SciReviewGen: A Large-scale Dataset for Automatic Literature Review Generation

Tetsu Kasanishi,Masaru Isonuma,Junichiro Mori,Ichiro Sakata
DOI: https://doi.org/10.48550/arXiv.2305.15186
2023-05-24
Computation and Language
Abstract:Automatic literature review generation is one of the most challenging tasks in natural language processing. Although large language models have tackled literature review generation, the absence of large-scale datasets has been a stumbling block to the progress. We release SciReviewGen, consisting of over 10,000 literature reviews and 690,000 papers cited in the reviews. Based on the dataset, we evaluate recent transformer-based summarization models on the literature review generation task, including Fusion-in-Decoder extended for literature review generation. Human evaluation results show that some machine-generated summaries are comparable to human-written reviews, while revealing the challenges of automatic literature review generation such as hallucinations and a lack of detailed information. Our dataset and code are available at https://github.com/tetsu9923/SciReviewGen.
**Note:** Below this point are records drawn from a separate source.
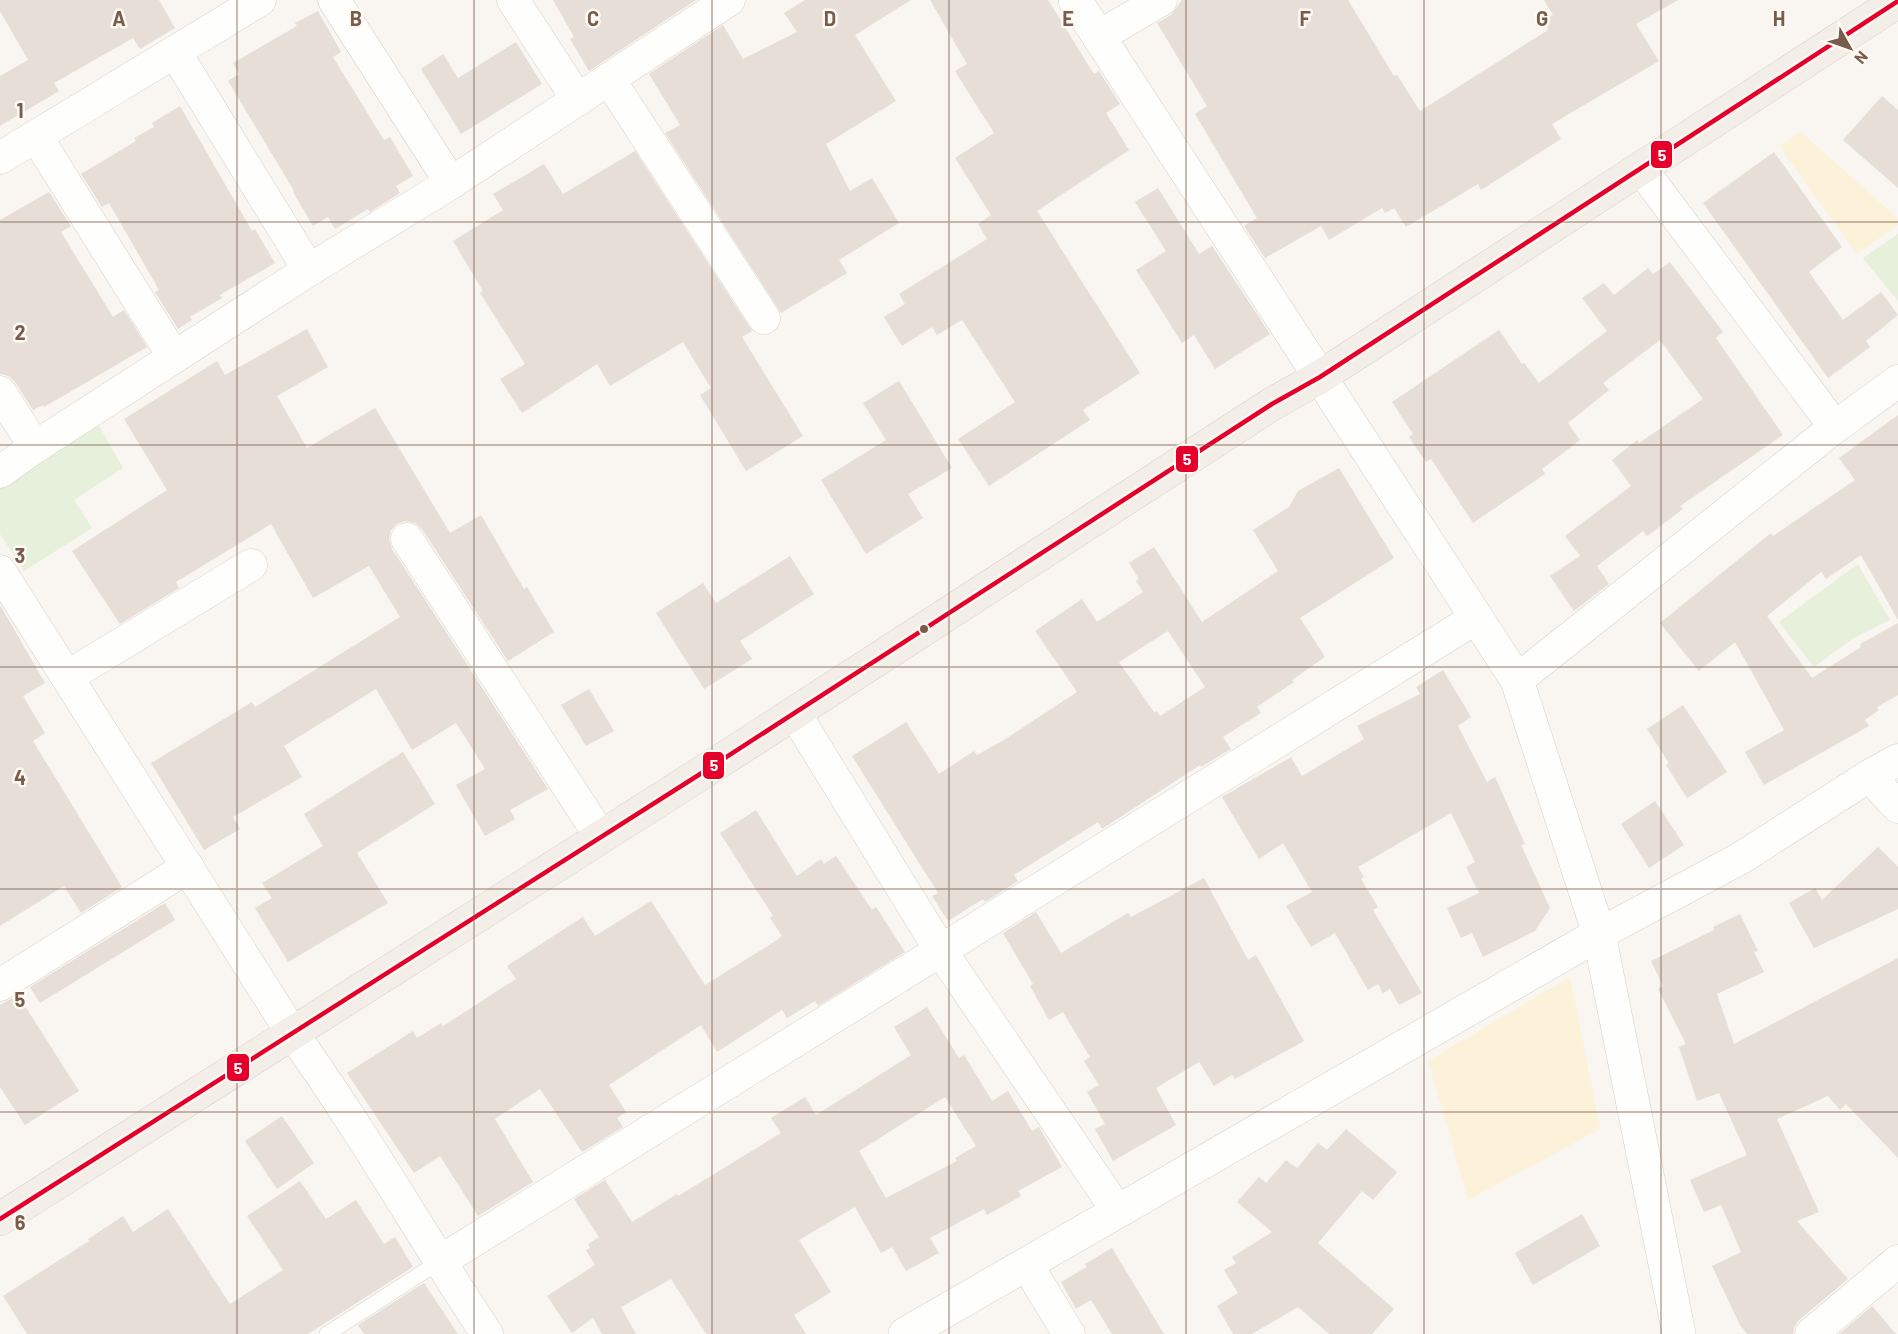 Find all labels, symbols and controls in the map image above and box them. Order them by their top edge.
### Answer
text: A [112,6,126,30]
text: B [350,6,362,30]
text: C [587,6,599,30]
text: D [824,6,836,30]
text: E [1062,6,1074,30]
text: F [1299,6,1311,30]
text: G [1536,6,1548,30]
text: H [1773,6,1785,30]
north arrow [1820,18,1880,78]
text: N [1851,48,1873,68]
text: 1 [16,98,24,122]
line badge: 5 [1650,140,1673,169]
text: 5 [1658,145,1667,164]
text: 2 [14,320,26,344]
line badge: 5 [1175,445,1199,473]
text: 5 [1183,449,1192,468]
text: 3 [15,543,25,567]
unlabelled marker [918,623,930,635]
line badge: 5 [702,751,725,780]
text: 5 [710,755,719,774]
text: 4 [14,765,26,789]
text: 5 [15,987,26,1011]
line badge: 5 [226,1053,250,1082]
text: 5 [234,1058,243,1077]
text: 6 [15,1210,26,1234] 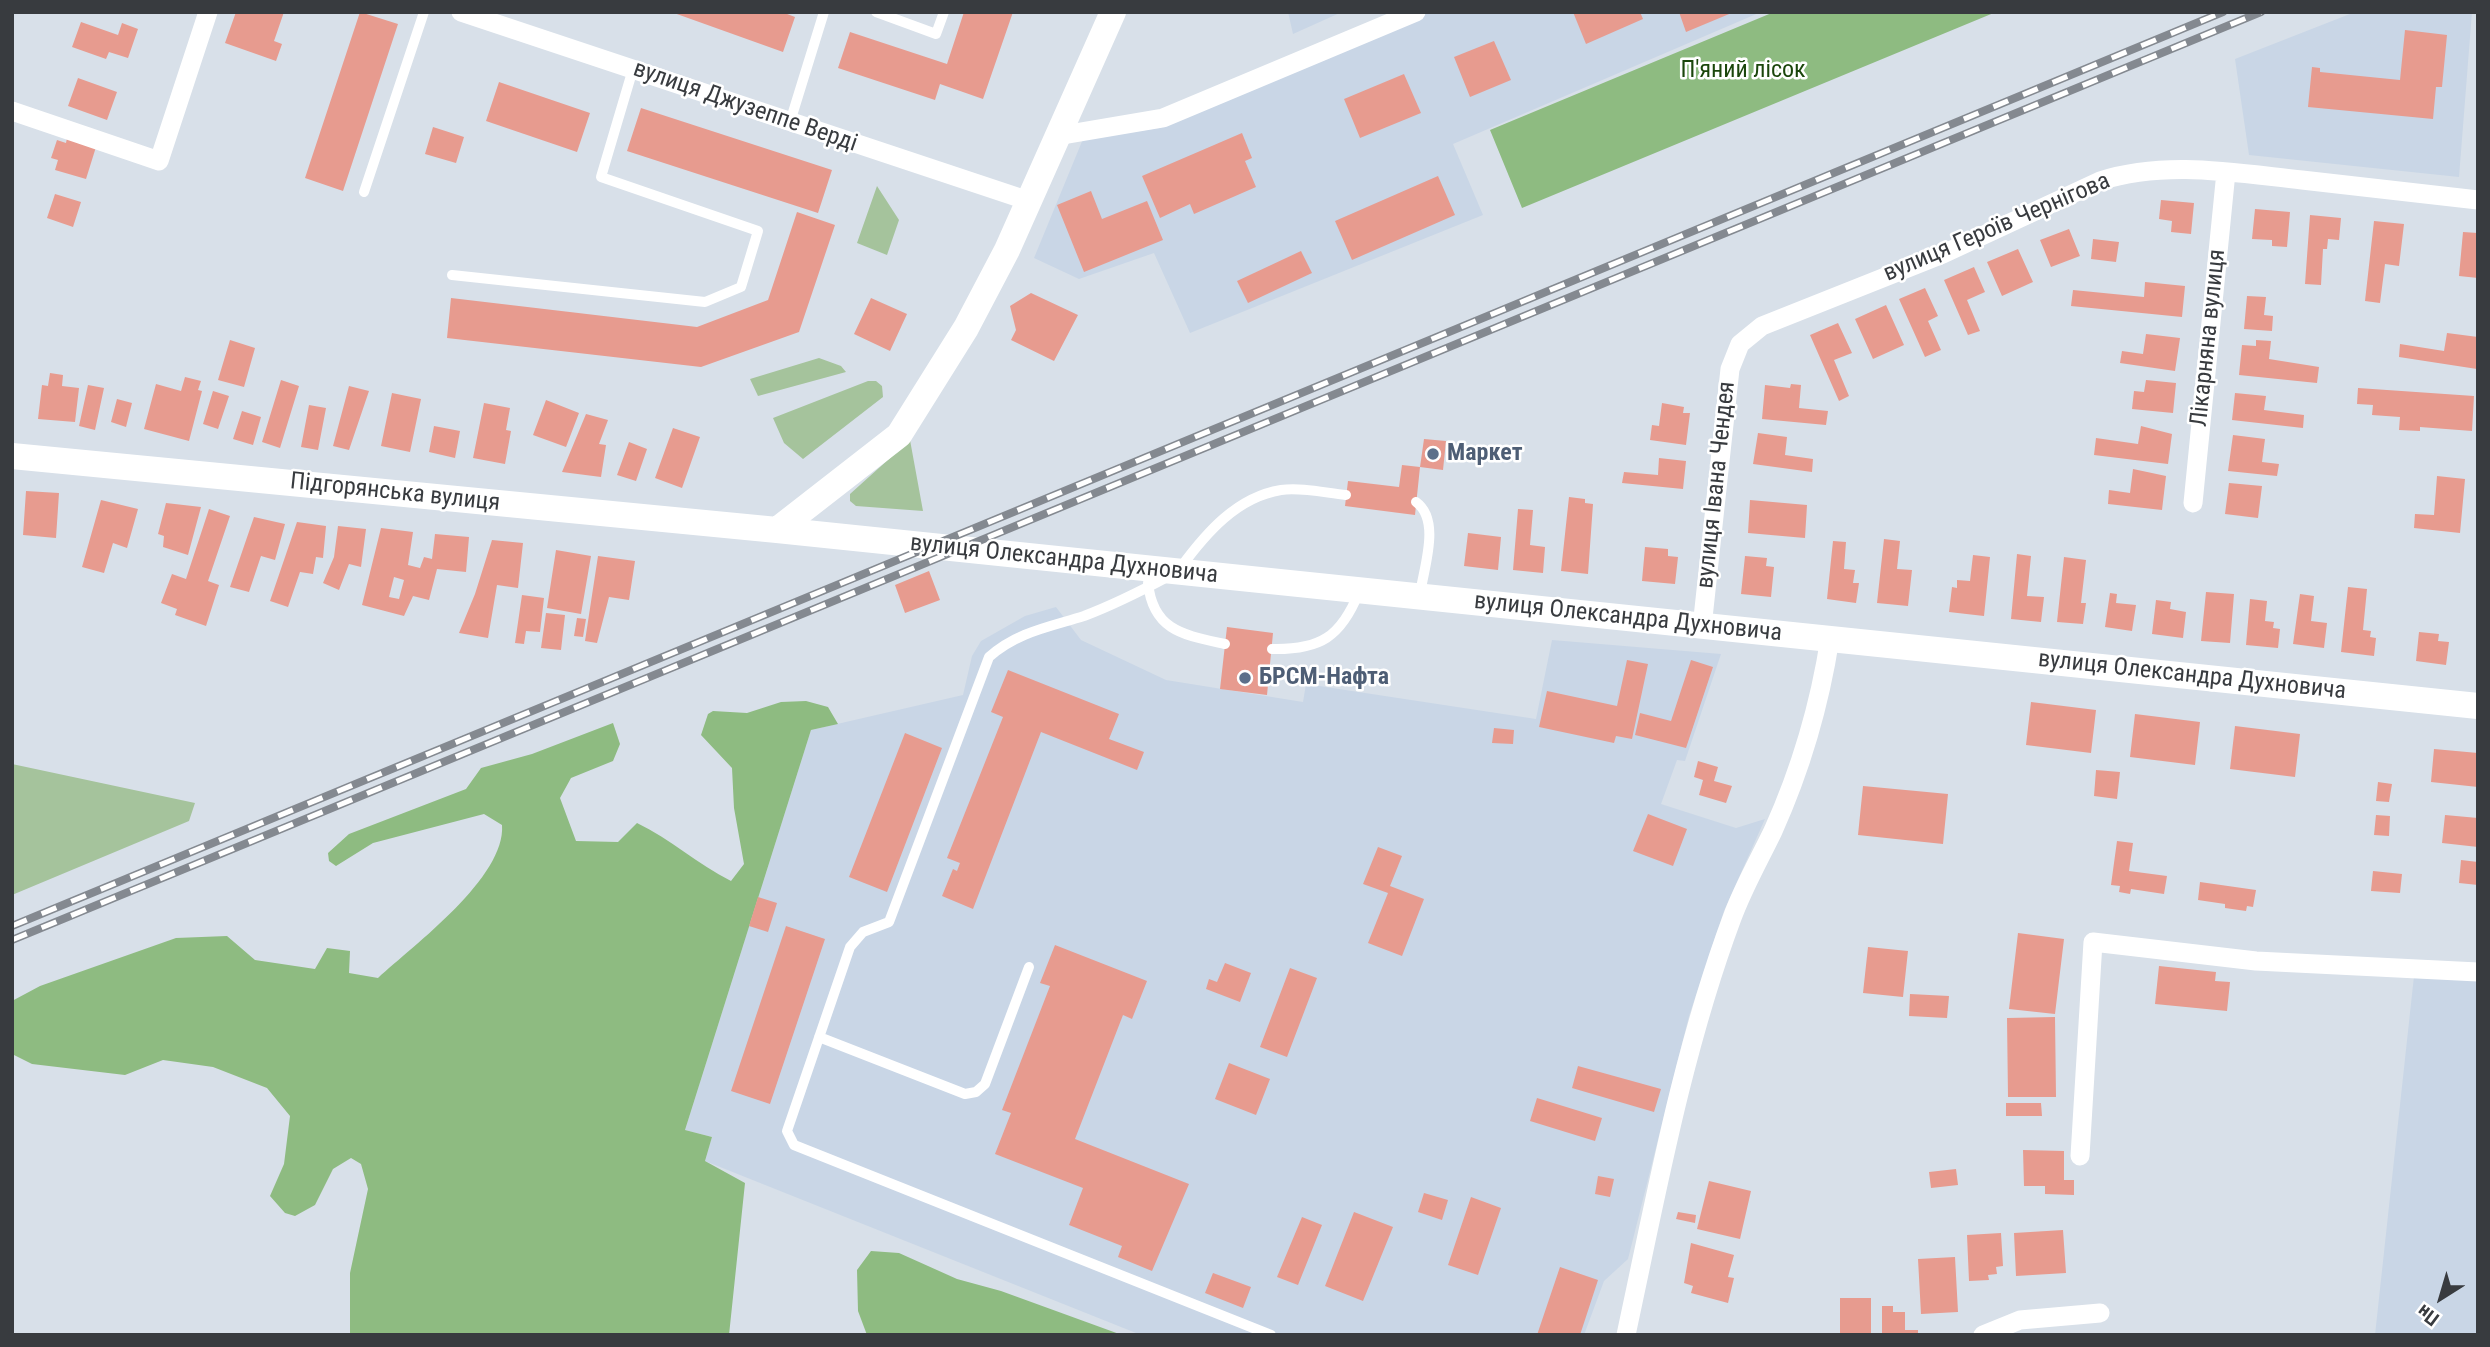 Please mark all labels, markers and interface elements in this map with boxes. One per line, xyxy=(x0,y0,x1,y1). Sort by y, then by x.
street label: вулиця Джузеппе Верді xyxy=(629,55,861,159)
park label: П'яний лісок xyxy=(1680,57,1806,85)
street label: вулиця Героїв Чернігова xyxy=(1879,167,2115,289)
street label: Лікарняна вулиця xyxy=(2185,248,2233,428)
street label: вулиця Івана Чендея xyxy=(1692,380,1742,590)
place label: Маркет xyxy=(1447,440,1523,468)
marker: Маркет xyxy=(1425,446,1441,462)
street label: Підгорянська вулиця xyxy=(289,468,501,518)
street label: вулиця Олександра Духновича xyxy=(909,530,1219,590)
street label: вулиця Олександра Духновича xyxy=(1473,588,1783,648)
street label: вулиця Олександра Духновича xyxy=(2037,646,2347,706)
place label: БРСМ-Нафта xyxy=(1259,664,1389,692)
marker: БРСМ-Нафта xyxy=(1237,670,1253,686)
north arrow xyxy=(2406,1263,2476,1333)
text: Пн xyxy=(2413,1300,2443,1331) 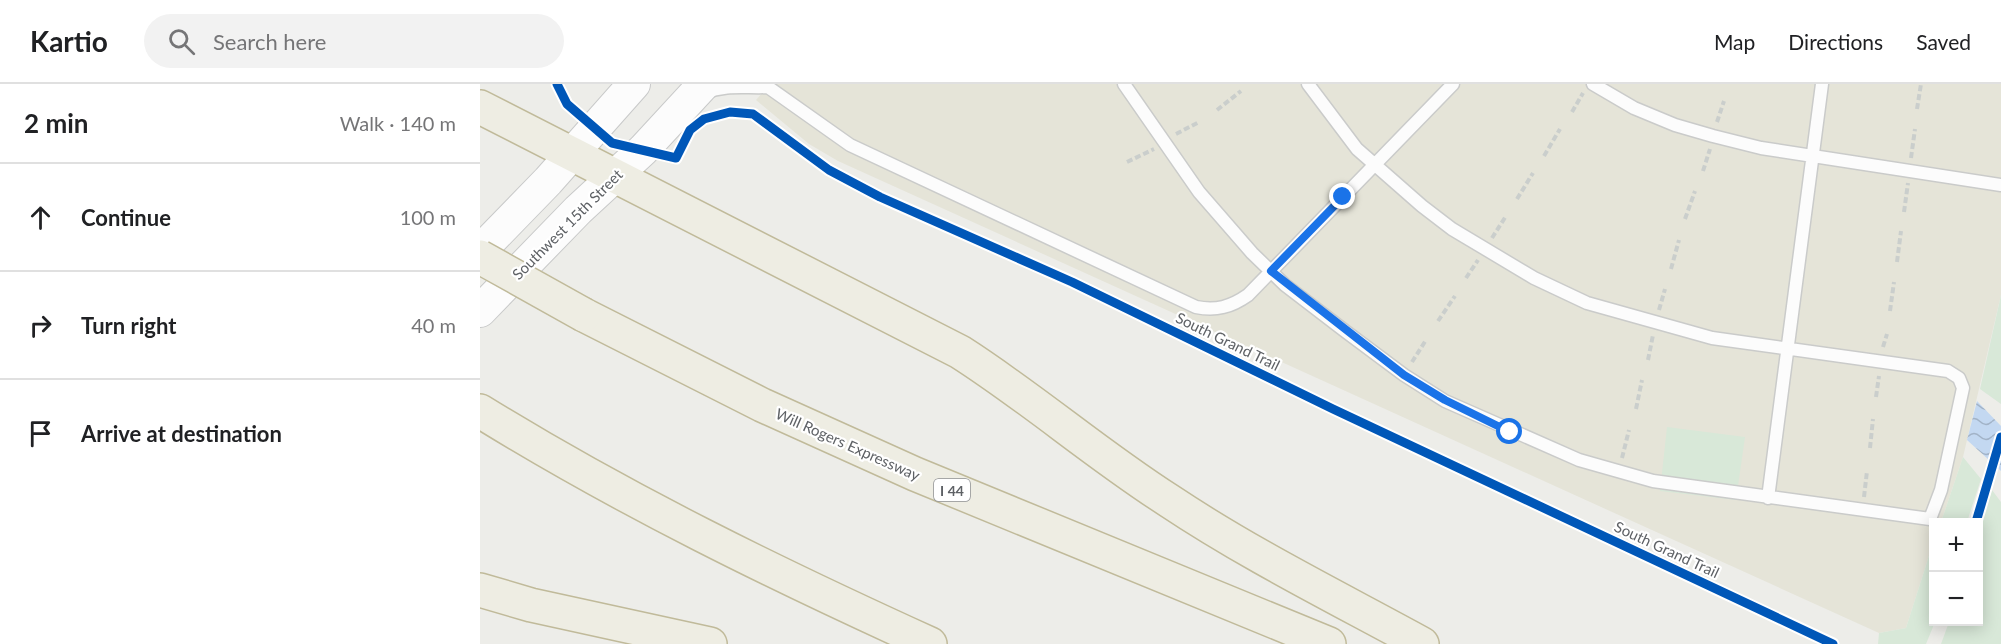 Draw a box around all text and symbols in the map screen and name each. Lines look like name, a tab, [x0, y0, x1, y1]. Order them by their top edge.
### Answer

What problem does this paper attempt to address?
The paper aims to address the challenging problem of automatic literature review generation. Specifically, the research team created a large-scale dataset, SciReviewGen, which contains over 10,000 literature reviews in the field of computer science and approximately 690,000 papers cited in these reviews. The previous lack of large-scale datasets made it difficult to apply supervised learning-based neural network summarization models to the task of literature review generation. To solve this bottleneck issue, the authors constructed SciReviewGen and evaluated the performance of recent Transformer-based summarization models on the literature review generation task using this dataset. In addition, the research team proposed an improved model called Query-weighted Fusion-in-Decoder (QFiD), which can weight the relevance of input documents based on queries (i.e., review titles and section titles). Experimental results show that QFiD outperforms baseline models in both automatic evaluations (such as ROUGE scores) and human evaluations, particularly excelling in generating more appropriate literature reviews by considering the relevance of cited papers to the queries. Through this research, the authors hope to advance the technology of automatic literature review generation and provide a benchmark dataset and model evaluation standards for future research.